**WORK TASK:** Return all of the entries, keeping every word and mark as it is.

'''

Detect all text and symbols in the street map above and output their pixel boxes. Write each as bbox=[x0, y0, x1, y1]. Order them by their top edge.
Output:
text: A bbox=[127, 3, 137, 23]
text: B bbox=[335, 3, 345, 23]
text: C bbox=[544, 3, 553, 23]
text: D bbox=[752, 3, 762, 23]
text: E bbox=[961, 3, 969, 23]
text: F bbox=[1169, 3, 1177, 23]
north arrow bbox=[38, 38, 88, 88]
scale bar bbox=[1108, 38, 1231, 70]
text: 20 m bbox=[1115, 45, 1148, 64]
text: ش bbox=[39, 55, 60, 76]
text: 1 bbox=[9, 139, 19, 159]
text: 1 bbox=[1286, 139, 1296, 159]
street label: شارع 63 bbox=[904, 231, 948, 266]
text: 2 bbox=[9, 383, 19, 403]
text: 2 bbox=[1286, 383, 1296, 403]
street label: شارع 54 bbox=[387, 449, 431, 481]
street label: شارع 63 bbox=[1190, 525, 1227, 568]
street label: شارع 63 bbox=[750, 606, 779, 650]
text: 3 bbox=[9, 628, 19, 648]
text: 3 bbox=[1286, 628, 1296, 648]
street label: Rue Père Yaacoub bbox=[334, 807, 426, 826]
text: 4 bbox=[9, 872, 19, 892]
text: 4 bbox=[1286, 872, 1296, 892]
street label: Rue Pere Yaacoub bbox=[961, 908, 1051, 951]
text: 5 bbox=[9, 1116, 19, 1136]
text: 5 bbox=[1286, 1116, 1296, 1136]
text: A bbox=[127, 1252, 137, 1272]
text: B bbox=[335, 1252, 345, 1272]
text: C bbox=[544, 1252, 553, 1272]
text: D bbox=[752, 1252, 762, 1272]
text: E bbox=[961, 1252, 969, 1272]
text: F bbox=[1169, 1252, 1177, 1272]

'''

**RESPONSE:**
Detect all text and symbols in the street map above and output their pixel boxes. Write each as bbox=[x0, y0, x1, y1]. Order them by their top edge.
Output:
text: A bbox=[127, 3, 137, 23]
text: B bbox=[335, 3, 345, 23]
text: C bbox=[544, 3, 553, 23]
text: D bbox=[752, 3, 762, 23]
text: E bbox=[961, 3, 969, 23]
text: F bbox=[1169, 3, 1177, 23]
north arrow bbox=[38, 38, 88, 88]
scale bar bbox=[1108, 38, 1231, 70]
text: 20 m bbox=[1115, 45, 1148, 64]
text: ش bbox=[39, 55, 60, 76]
text: 1 bbox=[9, 139, 19, 159]
text: 1 bbox=[1286, 139, 1296, 159]
street label: شارع 63 bbox=[904, 231, 948, 266]
text: 2 bbox=[9, 383, 19, 403]
text: 2 bbox=[1286, 383, 1296, 403]
street label: شارع 54 bbox=[387, 449, 431, 481]
street label: شارع 63 bbox=[1190, 525, 1227, 568]
street label: شارع 63 bbox=[750, 606, 779, 650]
text: 3 bbox=[9, 628, 19, 648]
text: 3 bbox=[1286, 628, 1296, 648]
street label: Rue Père Yaacoub bbox=[334, 807, 426, 826]
text: 4 bbox=[9, 872, 19, 892]
text: 4 bbox=[1286, 872, 1296, 892]
street label: Rue Pere Yaacoub bbox=[961, 908, 1051, 951]
text: 5 bbox=[9, 1116, 19, 1136]
text: 5 bbox=[1286, 1116, 1296, 1136]
text: A bbox=[127, 1252, 137, 1272]
text: B bbox=[335, 1252, 345, 1272]
text: C bbox=[544, 1252, 553, 1272]
text: D bbox=[752, 1252, 762, 1272]
text: E bbox=[961, 1252, 969, 1272]
text: F bbox=[1169, 1252, 1177, 1272]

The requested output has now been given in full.